Saved entries
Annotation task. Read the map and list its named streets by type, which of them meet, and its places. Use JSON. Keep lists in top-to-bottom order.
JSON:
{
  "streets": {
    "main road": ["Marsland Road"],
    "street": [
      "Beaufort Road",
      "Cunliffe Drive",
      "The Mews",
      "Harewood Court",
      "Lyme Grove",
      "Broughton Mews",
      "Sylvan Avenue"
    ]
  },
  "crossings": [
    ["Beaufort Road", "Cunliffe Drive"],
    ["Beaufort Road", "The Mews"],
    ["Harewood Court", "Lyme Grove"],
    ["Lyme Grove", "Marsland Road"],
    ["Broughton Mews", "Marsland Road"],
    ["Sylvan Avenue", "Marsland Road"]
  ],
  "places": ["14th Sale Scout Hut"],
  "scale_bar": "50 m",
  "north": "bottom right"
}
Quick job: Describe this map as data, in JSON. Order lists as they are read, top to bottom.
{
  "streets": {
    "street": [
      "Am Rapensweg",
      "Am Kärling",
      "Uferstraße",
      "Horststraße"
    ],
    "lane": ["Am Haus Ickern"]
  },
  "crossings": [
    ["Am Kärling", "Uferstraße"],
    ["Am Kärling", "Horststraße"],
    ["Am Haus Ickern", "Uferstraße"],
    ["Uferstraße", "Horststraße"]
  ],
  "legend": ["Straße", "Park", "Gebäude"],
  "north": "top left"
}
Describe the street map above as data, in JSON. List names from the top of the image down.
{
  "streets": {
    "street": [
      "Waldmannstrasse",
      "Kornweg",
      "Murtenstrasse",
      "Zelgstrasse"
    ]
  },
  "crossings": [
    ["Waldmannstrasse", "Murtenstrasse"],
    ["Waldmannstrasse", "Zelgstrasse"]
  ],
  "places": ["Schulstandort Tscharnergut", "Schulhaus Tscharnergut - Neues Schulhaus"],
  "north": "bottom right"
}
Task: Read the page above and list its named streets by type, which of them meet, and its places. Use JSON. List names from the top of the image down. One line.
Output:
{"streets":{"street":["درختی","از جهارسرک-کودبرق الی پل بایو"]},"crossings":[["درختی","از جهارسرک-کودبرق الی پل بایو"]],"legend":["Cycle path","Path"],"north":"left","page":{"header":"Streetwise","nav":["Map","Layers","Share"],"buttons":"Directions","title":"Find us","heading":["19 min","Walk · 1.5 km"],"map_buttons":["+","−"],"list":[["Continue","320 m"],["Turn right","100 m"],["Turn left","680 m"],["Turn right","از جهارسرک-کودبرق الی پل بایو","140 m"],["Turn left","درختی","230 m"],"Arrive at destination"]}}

*Task item*. The answer must consist of each line from the data that includes the string "them".

*Solved problem*.
Annotation task. Read the map and list its named streets by type, which of them meet, and its places. Use JSON. Keep lists in top-to-bottom order.
Task: Read the page above and list its named streets by type, which of them meet, and its places. Use JSON. List names from the top of the image down. One line.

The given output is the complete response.